Юрий Когинов - Багратион. Бог рати он стр 14.

Шрифт
Фон

Глава шестая

Пятого ноября 1796 года, где-то в середине дня, великий князь Павел Петрович сидел в одной из беседок своей любимой Гатчины и пил кофе. Неожиданно ему доложили: прибыл граф Зубов.

Павел страшно побледнел. Как, этот негодяй и развратник, очередной фаворит его матери? Да как он посмел! И тут же новая мысль едва не разбила его в параличе: а вдруг по приказу маменьки ее любимчик приехал его арестовать?

Ходили ведь слухи: не его, сына и законного наследника, а своего внука Александра императрица назвала в завещании своим преемником.

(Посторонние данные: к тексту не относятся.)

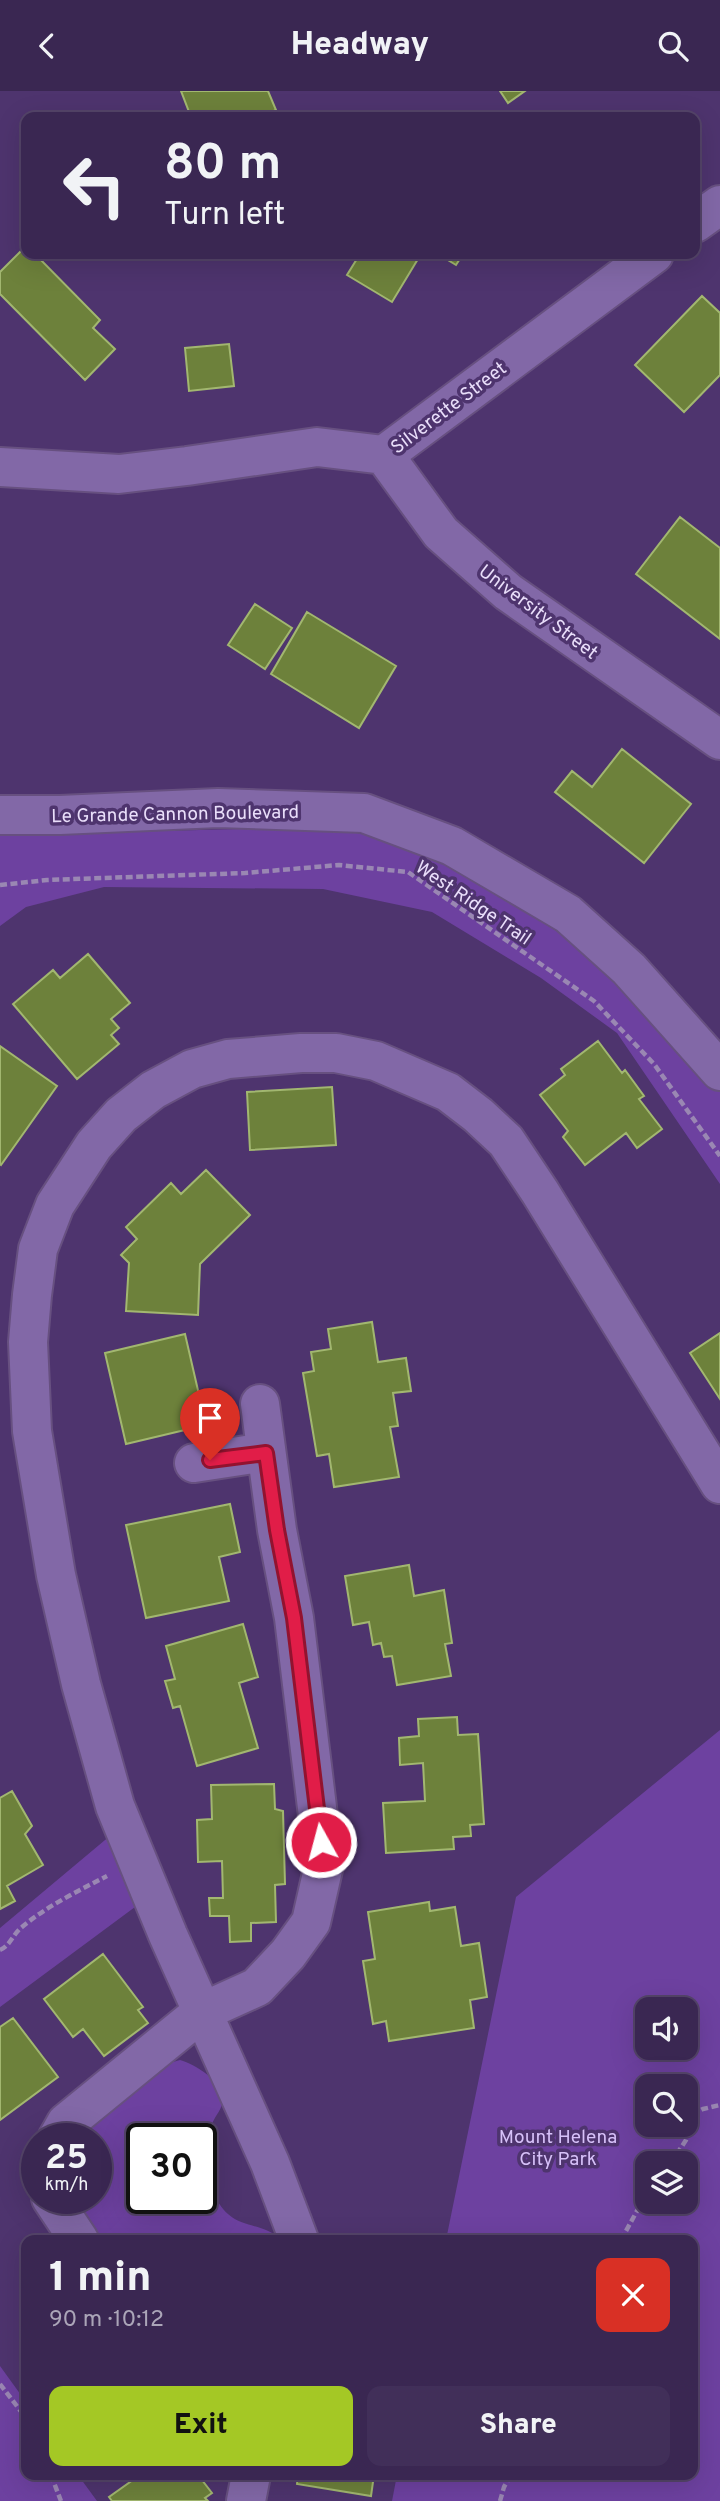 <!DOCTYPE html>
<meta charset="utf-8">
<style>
:root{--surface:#3a2752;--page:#412f59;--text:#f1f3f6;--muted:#aba5b8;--line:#544469;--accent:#a4c825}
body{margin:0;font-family:Overpass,sans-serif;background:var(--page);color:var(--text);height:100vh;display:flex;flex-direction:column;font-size:26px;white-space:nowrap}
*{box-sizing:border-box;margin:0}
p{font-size:23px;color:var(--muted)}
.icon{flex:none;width:38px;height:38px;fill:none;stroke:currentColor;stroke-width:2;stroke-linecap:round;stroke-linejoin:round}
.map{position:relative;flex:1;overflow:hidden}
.panel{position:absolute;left:21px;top:2144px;width:677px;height:245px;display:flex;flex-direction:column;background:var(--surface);border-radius:14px;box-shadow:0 7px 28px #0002,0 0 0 2px var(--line)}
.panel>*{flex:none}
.hud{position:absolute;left:21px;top:21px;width:679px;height:147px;border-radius:14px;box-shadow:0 7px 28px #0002,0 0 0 2px var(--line);background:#3a2752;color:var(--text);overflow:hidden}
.tools{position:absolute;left:635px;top:1906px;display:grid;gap:14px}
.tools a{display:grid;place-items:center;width:63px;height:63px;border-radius:14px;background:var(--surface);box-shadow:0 7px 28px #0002,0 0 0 2px var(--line);font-size:35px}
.speed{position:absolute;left:21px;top:2032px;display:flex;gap:14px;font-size:35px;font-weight:700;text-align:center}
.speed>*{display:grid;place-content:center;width:91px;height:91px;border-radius:50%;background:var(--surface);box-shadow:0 7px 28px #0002,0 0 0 2px var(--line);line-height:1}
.speed small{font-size:18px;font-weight:400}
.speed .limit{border:4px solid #111;border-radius:10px;background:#fff;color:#111}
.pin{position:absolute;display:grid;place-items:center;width:60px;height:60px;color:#fff;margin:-72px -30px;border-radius:50% 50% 50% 0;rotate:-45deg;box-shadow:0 0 7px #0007}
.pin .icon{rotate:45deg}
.me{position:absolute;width:77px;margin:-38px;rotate:353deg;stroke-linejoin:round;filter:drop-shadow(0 0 5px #0008)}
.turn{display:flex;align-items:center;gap:24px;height:147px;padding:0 28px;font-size:32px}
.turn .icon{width:91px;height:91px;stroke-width:2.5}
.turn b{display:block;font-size:49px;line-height:60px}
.round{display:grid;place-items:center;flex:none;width:74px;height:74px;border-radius:14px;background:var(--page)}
.head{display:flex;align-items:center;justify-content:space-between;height:119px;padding:0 28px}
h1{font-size:42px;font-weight:800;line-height:52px}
.primary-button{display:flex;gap:14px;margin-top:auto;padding:14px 28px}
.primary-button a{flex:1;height:80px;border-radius:14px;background:var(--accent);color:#111;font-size:28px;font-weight:800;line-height:80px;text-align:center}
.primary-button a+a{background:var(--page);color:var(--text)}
header{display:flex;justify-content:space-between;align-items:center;height:91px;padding:0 28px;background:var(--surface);font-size:32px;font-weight:800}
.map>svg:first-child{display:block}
</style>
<header><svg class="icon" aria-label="back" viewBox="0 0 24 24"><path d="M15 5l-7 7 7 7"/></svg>Headway<svg class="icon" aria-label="search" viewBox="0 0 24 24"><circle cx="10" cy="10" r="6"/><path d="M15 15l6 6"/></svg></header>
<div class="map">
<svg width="720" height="2410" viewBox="0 0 720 2410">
<rect width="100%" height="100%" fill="#4e346e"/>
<path fill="#6d41a0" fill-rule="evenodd" d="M240 738 347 740 400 751 477 790 582 856 675 940 720 1000V1093L617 942 541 887 432 821 323 798 104 796 26 816 0 835V744Z
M720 1639V2410H392L397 2384H693V2149H446L516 1806ZM648 1918H686V1956H648ZM648 1995H686V2034H648ZM648 2072H686V2110H648Z
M111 1744 135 1816 0 1916V1837Z
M180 1969C197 1974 226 1992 222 2013 221 2019 214 2027 212 2033 201 2055 200 2079 212 2101 216 2108 222 2118 228 2123 243 2137 266 2133 281 2149H102L72 2107H96V2048H69L166 1973ZM142 2048H201V2107H142Z
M0 2275 26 2311V2384H78L97 2410H0Z"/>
<path fill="#6d813b" stroke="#a2b770" stroke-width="2" d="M181 0H268L276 19 259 26H191Z
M500 0H525L508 12Z
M26 155V163H35L100 229 93 237 115 258 85 289 0 203V181Z
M360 163H421L392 211 347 184Z
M438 163H463L456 174Z
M702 205 720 222V284L684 321 635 274Z
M229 253 234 295 189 300 185 257Z
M680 426 720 457V548L636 483Z
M255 513 292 537 265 578 228 554Z
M307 521 396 575 359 637 271 583Z
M622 658 691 713 644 772 555 701 572 680 592 696Z
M88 863 130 912 111 928 119 937 111 944 119 953 77 988 13 913 53 879 60 887Z
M598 950 622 982 625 979 644 1005 639 1008 662 1038 637 1057 626 1042 585 1074 563 1046 568 1040 540 1004 565 984 561 978Z
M0 955 57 995 1 1074 0 1073Z
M332 996 336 1054 250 1059 247 1001Z
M206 1079 250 1124 200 1173 198 1224 126 1220 129 1172 121 1164 137 1148 126 1136 171 1092 181 1103Z
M372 1231 378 1271 406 1267 411 1300 393 1302 398 1335 390 1336 399 1386 334 1396 329 1363 317 1365 303 1282 314 1280 311 1261 331 1258 328 1238Z
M720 1242V1308L690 1262Z
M185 1243 206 1334 126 1353 105 1262Z
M230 1413 240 1461 219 1466 229 1510 146 1527 126 1434Z
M409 1474 414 1505 444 1499 452 1552 445 1553 451 1585 397 1594 392 1565 384 1566 381 1552 373 1554 369 1531 353 1534 345 1485Z
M243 1533 258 1586 239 1592 258 1657 197 1675 180 1615 173 1617 165 1590 175 1588 166 1555Z
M457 1626 458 1644 478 1643 484 1733 470 1734 471 1745 453 1746 454 1758 386 1762 383 1712 425 1710 423 1672 400 1674 399 1647 419 1645 418 1628Z
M274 1693 275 1718 283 1720 285 1793 275 1794 276 1831 251 1832V1850L230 1851 229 1825H210L209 1807H223L222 1770 198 1771 197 1729 212 1728 211 1694Z
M12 1700 32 1735 25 1743 43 1774 7 1795 15 1810 0 1818V1707Z
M429 1811 430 1820 455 1816 461 1855 479 1852 487 1906 470 1909 474 1937 389 1950 386 1930 373 1933 363 1870 375 1868 368 1821Z
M103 1863 143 1916 138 1919 148 1932 104 1965 83 1938 73 1946 44 1908Z
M13 1927 58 1986 0 2029V1936Z
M140 2384H198L212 2402 205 2407 208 2410H112L109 2406Z
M298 2384H374L371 2405 297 2393Z"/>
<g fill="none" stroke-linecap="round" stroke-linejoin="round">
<defs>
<path id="minor" d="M695 132 720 114
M384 364 441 442 508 501 720 649
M0 376 119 383 187 375 317 356 384 364 654 163
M0 724H60L218 717 364 722 452 755 568 823 629 878 720 980
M194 1372 266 1361
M57 2048 66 2032 202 1921 257 1896 288 1863 311 1831 324 1774 294 1527 277 1439 260 1313
M51 2107 79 2149
M299 2149 270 2072 168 1844 115 1715 81 1593 56 1484 32 1340 28 1251 32 1204 38 1158 55 1114 94 1054 121 1024 153 999 192 978 228 968 301 962H336L376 970 448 1001 478 1024 506 1050 540 1101 720 1393
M246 2410 251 2384"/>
</defs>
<use href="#minor" stroke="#675080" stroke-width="42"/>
<path stroke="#9a87b3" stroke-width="4.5" stroke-dasharray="7 3.5" stroke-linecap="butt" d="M0 794 47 789 245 782 339 774 408 781 594 910 654 973 720 1065
M0 1859C10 1855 13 1843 22 1836 47 1815 78 1800 107 1785
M671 2072 686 2049 695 2022 703 2018 720 2014
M621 2149 648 2100
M0 2293 26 2327
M51 2384 61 2410
M500 2410 504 2396 511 2384"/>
<use href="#minor" stroke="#8268a7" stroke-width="38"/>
</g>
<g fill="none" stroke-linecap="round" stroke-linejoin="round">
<defs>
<path id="route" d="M210 1369 266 1362 277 1439 294 1527 321 1751"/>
</defs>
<use href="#route" stroke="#92132f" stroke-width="18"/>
<use href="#route" stroke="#e11d48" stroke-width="12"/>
</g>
<g text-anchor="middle" stroke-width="7" stroke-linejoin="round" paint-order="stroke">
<g font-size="19" fill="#e9defa" stroke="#4e346e">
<text transform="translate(448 316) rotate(-37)" y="7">Silverette Street</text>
<text transform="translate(539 520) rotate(37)" y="7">University Street</text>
<text transform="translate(175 722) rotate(-1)" y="7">Le Grande Cannon Boulevard</text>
<text transform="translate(474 811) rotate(34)" y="7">West Ridge Trail</text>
</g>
<g font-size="19" fill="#d7c1f9" stroke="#4e346e">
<text x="558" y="2052">Mount Helena<tspan x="558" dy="22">City Park</tspan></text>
</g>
</g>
</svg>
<div class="tools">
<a><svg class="icon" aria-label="sound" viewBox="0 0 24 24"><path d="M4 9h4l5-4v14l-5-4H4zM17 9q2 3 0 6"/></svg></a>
<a><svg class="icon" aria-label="search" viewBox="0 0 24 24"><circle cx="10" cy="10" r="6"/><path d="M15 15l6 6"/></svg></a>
<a><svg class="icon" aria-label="layers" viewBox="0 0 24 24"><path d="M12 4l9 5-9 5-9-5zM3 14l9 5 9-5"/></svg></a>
</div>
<div class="speed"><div>25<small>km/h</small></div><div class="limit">30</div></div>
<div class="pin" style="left:210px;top:1369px;background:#d93025"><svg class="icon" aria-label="arrive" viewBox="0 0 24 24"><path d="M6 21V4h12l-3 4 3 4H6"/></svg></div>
<svg class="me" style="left:321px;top:1751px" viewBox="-20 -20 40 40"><circle r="17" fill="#e11d48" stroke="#fff" stroke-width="3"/><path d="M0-11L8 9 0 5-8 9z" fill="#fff"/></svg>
<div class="hud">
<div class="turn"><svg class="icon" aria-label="left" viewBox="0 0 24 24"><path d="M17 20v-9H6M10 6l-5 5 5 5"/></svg><div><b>80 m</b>Turn left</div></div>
</div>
<section class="panel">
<div class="head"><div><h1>1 min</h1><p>90 m · 10:12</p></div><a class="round" style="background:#d93025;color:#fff"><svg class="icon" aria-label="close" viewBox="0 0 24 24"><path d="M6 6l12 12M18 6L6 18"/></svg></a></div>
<div class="primary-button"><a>Exit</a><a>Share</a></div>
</section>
</div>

От испуга почти лишенный дара речи, он ничего не успел указать камердинеру, как увидел на дорожке парка спешащего к нему генерала.

Да, это был Зубов. Но не Платон, а его родной брат. Тут же отлегло! Выходило: по всей вероятности, какое-либо сообщение от матушки.

А может, она дала коварный приказ - не просто арестовать, а убить?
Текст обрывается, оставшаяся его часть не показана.